● **What is required**: Through the line that contains "font-size:23px; font-style:normal; color:#9ea1a6", return the data below exactly, starting at its first line; leave the rest out.

------ Supplied records ------

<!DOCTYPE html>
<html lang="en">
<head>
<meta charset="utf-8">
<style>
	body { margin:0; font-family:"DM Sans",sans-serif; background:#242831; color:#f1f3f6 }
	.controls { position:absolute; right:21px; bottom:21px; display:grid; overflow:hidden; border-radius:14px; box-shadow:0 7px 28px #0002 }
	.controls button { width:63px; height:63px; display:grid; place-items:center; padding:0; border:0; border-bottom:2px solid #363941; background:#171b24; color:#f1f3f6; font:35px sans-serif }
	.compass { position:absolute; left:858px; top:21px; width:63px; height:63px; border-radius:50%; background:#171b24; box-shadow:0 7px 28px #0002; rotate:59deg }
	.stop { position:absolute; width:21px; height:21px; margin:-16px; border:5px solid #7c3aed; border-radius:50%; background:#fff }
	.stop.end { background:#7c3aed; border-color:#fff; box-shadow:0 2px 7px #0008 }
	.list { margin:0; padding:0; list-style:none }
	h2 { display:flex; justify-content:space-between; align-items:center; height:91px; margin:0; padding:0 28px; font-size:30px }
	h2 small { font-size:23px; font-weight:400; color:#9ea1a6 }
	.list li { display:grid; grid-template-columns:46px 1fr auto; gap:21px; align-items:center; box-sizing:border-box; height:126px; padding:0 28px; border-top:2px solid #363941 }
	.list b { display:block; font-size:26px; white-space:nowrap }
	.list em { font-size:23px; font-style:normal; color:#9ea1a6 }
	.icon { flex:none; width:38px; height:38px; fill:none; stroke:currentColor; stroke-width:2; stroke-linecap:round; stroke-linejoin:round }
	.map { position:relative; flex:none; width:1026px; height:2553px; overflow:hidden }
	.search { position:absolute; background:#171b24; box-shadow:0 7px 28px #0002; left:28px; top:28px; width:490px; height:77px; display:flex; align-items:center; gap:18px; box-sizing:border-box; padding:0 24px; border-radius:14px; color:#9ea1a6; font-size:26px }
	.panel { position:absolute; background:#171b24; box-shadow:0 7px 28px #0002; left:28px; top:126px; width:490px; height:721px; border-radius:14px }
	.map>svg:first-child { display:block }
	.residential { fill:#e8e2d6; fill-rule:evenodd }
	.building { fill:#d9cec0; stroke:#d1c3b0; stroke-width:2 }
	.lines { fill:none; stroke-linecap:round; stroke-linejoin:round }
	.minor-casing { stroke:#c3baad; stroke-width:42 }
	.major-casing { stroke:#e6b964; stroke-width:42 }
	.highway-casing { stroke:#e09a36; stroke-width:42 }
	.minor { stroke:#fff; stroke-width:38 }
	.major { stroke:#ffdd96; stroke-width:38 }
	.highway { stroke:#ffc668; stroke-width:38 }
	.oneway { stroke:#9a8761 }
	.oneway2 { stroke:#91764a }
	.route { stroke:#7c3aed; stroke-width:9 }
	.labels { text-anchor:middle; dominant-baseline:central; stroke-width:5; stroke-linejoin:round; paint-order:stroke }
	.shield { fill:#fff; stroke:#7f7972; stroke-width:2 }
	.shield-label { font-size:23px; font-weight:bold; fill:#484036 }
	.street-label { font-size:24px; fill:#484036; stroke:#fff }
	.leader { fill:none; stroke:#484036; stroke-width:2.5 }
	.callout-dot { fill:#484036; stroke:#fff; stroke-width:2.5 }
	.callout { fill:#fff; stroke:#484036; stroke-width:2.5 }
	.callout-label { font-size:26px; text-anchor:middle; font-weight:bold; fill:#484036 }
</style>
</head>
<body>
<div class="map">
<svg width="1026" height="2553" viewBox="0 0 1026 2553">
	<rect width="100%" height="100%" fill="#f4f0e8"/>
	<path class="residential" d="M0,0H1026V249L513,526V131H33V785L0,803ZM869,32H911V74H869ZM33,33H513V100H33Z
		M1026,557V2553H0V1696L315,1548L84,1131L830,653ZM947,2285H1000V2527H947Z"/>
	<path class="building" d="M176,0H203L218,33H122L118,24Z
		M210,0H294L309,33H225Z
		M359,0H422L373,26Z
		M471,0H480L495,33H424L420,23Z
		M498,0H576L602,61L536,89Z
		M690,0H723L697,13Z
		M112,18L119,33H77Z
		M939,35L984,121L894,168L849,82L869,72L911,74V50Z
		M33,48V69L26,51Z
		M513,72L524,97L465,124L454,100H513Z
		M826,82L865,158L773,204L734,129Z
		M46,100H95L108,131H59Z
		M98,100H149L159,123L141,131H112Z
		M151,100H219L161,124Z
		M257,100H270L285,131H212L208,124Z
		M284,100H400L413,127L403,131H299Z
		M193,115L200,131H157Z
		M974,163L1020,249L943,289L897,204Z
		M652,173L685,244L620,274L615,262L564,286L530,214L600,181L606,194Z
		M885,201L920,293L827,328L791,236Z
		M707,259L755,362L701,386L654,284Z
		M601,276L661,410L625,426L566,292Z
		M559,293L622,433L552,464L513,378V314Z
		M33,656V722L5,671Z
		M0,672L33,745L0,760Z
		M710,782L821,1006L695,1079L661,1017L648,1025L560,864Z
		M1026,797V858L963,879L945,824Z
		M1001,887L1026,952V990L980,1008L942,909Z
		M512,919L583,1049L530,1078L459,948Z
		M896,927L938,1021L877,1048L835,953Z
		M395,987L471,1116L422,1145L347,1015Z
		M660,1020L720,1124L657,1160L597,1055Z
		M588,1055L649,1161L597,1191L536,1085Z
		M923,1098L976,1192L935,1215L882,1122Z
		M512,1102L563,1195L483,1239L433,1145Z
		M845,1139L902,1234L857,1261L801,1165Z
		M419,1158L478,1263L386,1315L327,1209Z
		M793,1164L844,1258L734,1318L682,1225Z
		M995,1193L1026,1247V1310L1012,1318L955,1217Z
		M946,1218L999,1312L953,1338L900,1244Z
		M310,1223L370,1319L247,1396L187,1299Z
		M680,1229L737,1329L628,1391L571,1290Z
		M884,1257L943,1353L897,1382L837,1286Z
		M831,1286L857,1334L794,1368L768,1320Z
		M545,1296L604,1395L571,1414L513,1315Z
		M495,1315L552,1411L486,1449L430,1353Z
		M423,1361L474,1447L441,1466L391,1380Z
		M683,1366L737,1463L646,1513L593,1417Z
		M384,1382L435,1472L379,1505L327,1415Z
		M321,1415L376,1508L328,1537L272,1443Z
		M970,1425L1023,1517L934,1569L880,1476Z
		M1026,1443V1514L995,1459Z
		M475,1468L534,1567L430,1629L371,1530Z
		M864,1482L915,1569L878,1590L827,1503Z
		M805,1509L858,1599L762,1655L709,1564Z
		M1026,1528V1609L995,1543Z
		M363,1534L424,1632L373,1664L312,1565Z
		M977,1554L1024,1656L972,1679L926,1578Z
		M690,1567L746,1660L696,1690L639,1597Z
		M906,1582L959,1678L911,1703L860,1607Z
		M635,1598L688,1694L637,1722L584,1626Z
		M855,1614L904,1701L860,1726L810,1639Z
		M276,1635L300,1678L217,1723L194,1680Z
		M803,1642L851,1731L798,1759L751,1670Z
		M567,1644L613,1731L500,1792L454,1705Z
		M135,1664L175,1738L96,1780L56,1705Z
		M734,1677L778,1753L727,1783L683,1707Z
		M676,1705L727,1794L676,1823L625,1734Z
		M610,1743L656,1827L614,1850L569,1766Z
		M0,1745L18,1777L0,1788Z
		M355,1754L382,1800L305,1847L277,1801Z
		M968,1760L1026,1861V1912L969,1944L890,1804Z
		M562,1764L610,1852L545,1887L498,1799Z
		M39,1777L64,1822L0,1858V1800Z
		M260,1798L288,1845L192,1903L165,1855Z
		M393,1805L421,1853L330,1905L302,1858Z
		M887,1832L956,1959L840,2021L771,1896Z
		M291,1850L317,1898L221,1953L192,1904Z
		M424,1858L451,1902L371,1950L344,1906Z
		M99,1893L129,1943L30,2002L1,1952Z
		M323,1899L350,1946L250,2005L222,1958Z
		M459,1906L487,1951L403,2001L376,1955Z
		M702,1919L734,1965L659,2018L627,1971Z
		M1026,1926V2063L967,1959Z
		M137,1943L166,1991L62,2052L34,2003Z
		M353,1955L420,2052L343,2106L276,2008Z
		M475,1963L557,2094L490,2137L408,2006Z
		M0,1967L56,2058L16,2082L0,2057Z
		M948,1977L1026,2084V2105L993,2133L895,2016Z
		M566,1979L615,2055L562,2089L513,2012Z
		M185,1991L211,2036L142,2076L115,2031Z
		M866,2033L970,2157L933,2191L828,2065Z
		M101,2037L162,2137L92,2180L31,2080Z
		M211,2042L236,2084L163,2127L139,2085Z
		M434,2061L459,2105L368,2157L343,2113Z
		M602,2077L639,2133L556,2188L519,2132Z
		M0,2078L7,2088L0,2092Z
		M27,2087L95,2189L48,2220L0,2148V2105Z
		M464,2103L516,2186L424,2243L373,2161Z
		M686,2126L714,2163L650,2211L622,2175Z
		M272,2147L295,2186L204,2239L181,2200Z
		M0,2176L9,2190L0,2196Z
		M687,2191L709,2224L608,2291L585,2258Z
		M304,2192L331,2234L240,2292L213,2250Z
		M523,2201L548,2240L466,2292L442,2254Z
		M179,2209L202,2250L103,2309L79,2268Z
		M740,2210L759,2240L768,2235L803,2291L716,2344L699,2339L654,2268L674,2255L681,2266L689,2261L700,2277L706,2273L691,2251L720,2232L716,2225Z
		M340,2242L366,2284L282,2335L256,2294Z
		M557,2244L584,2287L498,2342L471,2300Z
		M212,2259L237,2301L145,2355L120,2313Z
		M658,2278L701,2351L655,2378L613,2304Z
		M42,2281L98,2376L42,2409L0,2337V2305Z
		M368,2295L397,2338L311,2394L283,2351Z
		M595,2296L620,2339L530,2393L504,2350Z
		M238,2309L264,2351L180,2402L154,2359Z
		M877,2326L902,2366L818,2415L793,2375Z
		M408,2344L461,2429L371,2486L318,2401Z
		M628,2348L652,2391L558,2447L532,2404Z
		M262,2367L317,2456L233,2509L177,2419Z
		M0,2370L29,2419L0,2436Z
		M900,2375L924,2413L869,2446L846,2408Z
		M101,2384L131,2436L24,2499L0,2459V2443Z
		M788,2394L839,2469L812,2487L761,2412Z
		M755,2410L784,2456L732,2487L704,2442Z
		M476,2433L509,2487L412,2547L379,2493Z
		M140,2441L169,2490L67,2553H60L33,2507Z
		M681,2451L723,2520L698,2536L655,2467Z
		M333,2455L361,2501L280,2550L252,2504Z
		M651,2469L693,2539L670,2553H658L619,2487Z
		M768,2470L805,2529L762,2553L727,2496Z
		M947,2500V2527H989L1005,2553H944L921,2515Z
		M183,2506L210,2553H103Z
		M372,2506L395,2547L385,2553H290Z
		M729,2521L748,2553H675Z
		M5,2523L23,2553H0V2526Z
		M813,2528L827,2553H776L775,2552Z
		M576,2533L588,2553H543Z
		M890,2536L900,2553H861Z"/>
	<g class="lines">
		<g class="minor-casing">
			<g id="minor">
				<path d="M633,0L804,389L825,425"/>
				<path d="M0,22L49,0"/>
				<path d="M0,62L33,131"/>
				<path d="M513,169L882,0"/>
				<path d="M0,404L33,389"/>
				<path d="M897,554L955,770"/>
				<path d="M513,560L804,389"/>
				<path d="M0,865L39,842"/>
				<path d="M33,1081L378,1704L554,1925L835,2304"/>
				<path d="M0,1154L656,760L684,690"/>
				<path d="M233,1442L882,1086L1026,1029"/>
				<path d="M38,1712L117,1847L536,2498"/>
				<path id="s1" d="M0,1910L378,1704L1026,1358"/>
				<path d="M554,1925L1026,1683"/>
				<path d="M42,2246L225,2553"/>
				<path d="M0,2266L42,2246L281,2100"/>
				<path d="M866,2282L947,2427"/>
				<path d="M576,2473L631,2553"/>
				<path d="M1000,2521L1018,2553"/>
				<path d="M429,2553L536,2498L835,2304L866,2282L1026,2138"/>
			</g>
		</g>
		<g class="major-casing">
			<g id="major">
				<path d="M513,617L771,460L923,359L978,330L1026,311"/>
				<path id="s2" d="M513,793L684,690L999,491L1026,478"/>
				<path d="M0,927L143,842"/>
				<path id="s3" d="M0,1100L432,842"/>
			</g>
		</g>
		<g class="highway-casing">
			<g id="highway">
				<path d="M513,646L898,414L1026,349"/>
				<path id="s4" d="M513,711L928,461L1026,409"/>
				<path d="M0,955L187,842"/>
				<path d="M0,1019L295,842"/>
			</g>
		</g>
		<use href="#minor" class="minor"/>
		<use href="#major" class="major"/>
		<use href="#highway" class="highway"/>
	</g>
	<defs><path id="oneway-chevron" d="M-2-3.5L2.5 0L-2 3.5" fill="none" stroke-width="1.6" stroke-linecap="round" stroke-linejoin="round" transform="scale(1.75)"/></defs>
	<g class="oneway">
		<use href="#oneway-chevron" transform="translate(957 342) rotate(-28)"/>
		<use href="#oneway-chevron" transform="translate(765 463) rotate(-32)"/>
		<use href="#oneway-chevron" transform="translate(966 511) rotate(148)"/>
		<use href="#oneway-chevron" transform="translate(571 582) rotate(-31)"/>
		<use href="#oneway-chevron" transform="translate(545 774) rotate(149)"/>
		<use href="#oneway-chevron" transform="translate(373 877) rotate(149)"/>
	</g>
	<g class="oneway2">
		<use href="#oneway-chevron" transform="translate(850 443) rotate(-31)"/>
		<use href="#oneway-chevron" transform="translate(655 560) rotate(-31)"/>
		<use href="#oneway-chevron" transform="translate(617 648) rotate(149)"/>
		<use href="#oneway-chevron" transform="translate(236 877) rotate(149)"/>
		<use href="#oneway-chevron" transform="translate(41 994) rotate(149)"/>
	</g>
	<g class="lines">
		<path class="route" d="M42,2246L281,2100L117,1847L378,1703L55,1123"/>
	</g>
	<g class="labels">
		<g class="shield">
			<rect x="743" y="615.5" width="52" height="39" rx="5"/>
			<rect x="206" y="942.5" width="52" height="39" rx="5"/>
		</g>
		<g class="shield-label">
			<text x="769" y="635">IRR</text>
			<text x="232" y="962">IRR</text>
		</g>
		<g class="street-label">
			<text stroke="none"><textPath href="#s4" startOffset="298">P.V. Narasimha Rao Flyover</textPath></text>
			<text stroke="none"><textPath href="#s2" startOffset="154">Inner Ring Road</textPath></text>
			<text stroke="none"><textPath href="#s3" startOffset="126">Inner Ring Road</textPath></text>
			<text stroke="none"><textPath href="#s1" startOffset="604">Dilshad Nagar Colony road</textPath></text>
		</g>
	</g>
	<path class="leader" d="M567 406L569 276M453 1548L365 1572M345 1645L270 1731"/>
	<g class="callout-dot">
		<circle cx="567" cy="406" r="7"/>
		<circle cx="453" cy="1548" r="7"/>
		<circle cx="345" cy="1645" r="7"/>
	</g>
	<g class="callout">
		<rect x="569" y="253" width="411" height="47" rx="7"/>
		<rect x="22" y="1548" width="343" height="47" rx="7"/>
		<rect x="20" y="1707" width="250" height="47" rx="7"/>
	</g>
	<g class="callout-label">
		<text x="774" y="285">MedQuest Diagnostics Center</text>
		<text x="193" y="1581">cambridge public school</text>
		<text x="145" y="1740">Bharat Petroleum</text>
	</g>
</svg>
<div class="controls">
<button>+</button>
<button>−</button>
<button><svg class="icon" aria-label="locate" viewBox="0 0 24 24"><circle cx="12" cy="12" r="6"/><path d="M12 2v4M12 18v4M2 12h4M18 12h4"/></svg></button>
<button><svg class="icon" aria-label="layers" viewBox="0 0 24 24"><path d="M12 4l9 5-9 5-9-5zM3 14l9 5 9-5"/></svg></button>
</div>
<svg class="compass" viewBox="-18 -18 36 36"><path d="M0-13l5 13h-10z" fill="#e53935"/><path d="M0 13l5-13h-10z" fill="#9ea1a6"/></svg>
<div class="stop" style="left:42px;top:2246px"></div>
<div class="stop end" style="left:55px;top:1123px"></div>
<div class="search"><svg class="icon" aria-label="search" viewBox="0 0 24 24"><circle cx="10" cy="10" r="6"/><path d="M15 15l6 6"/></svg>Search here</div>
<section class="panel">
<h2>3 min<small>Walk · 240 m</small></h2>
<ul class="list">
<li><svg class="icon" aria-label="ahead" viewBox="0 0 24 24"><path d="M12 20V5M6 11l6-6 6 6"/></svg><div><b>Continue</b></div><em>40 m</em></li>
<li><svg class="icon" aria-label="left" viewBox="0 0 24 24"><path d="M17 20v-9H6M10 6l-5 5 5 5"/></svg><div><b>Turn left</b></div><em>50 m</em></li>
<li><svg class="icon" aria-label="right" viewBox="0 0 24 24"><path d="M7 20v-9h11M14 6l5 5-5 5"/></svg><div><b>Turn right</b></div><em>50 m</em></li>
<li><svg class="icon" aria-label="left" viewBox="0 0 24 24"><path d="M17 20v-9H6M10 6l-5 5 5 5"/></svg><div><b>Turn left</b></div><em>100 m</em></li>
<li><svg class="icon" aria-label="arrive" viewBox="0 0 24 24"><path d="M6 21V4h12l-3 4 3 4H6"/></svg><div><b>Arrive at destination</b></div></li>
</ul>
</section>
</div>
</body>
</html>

------

● **Response for this exercise**:
<!DOCTYPE html>
<html lang="en">
<head>
<meta charset="utf-8">
<style>
	body { margin:0; font-family:"DM Sans",sans-serif; background:#242831; color:#f1f3f6 }
	.controls { position:absolute; right:21px; bottom:21px; display:grid; overflow:hidden; border-radius:14px; box-shadow:0 7px 28px #0002 }
	.controls button { width:63px; height:63px; display:grid; place-items:center; padding:0; border:0; border-bottom:2px solid #363941; background:#171b24; color:#f1f3f6; font:35px sans-serif }
	.compass { position:absolute; left:858px; top:21px; width:63px; height:63px; border-radius:50%; background:#171b24; box-shadow:0 7px 28px #0002; rotate:59deg }
	.stop { position:absolute; width:21px; height:21px; margin:-16px; border:5px solid #7c3aed; border-radius:50%; background:#fff }
	.stop.end { background:#7c3aed; border-color:#fff; box-shadow:0 2px 7px #0008 }
	.list { margin:0; padding:0; list-style:none }
	h2 { display:flex; justify-content:space-between; align-items:center; height:91px; margin:0; padding:0 28px; font-size:30px }
	h2 small { font-size:23px; font-weight:400; color:#9ea1a6 }
	.list li { display:grid; grid-template-columns:46px 1fr auto; gap:21px; align-items:center; box-sizing:border-box; height:126px; padding:0 28px; border-top:2px solid #363941 }
	.list b { display:block; font-size:26px; white-space:nowrap }
	.list em { font-size:23px; font-style:normal; color:#9ea1a6 }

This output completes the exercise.